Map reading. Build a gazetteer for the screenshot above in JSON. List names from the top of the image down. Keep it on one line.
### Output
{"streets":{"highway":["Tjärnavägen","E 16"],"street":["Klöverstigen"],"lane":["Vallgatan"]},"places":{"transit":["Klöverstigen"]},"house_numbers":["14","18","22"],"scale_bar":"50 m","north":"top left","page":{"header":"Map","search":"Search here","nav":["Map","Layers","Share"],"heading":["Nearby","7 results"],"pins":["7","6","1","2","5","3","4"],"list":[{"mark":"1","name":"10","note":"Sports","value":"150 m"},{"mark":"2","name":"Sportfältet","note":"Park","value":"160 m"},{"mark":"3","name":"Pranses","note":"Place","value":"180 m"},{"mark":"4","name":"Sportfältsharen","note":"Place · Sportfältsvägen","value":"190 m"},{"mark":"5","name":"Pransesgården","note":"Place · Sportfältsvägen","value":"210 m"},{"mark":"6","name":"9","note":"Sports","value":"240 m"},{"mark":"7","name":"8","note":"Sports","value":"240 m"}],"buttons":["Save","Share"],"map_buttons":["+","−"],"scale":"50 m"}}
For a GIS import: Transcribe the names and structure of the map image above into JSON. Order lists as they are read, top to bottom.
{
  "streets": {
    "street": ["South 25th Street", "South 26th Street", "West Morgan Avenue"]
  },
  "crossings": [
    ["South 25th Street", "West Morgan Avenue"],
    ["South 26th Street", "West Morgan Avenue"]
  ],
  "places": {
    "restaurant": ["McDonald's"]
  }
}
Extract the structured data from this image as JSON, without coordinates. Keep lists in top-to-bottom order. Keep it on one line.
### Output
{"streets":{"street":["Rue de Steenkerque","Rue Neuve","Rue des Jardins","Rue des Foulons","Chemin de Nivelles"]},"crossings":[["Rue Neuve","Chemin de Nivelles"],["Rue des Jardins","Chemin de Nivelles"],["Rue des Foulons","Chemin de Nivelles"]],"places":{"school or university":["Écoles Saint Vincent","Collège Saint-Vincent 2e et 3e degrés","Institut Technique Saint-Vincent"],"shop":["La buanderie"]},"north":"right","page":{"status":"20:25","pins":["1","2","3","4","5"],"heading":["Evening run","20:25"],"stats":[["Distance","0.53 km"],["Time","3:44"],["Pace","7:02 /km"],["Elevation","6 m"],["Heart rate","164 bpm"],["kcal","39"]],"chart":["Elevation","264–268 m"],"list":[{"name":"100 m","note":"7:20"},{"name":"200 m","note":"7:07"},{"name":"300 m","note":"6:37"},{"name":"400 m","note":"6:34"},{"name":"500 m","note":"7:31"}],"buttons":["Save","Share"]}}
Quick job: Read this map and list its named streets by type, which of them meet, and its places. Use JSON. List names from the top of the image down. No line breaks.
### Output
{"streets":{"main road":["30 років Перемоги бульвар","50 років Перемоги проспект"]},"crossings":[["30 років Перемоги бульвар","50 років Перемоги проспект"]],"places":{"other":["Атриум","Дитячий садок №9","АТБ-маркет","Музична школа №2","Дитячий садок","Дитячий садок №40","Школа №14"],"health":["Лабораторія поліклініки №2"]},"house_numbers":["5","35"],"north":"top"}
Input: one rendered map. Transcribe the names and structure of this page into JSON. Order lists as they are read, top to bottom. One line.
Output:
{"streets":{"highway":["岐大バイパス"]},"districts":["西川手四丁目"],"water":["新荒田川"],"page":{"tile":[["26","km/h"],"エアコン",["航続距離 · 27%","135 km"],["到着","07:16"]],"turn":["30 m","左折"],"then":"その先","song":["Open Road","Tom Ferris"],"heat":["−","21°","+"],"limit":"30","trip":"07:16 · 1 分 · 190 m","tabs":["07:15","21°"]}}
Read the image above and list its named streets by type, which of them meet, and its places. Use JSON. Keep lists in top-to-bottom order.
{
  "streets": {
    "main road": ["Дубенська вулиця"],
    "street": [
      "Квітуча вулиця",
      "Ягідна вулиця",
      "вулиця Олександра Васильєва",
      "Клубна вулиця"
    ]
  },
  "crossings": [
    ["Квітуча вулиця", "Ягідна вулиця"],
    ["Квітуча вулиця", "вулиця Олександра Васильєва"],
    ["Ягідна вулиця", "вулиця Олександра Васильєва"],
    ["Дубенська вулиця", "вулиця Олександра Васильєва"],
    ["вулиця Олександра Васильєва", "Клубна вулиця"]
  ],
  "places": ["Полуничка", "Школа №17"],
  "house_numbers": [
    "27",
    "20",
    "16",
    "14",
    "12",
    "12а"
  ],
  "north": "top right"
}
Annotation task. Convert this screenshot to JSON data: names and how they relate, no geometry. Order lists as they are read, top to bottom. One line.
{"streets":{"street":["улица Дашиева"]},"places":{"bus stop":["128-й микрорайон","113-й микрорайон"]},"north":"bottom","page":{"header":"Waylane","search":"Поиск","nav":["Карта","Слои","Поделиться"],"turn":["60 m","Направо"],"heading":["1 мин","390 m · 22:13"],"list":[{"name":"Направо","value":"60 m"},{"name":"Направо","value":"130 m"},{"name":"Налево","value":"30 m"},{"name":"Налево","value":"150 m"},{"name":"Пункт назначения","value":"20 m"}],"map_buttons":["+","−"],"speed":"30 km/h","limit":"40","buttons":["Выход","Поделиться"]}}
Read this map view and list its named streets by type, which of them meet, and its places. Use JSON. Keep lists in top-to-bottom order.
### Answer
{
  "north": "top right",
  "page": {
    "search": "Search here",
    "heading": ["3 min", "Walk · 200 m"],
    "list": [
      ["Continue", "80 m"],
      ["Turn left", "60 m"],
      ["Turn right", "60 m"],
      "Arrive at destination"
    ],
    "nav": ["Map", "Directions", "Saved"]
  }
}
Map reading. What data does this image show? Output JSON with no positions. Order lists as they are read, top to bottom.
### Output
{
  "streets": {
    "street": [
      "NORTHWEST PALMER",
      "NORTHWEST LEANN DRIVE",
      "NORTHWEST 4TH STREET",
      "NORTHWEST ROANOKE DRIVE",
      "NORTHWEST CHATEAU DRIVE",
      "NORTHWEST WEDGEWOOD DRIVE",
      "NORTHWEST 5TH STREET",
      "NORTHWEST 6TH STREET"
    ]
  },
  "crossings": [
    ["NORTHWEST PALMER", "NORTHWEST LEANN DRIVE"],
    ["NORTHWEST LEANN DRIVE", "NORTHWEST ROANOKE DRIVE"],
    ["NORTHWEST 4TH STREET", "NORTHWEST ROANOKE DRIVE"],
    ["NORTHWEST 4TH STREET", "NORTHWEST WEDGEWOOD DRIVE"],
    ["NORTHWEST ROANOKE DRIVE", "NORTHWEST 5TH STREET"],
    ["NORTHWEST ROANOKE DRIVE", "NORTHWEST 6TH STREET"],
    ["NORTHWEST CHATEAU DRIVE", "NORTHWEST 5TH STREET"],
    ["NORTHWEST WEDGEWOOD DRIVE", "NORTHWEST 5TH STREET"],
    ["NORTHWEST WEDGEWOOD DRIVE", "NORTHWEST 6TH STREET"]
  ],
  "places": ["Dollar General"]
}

● ● ● ●

• Exercise aim: Count every line of the material that holds the string "down", then give the total alone.

• Exercise result: 2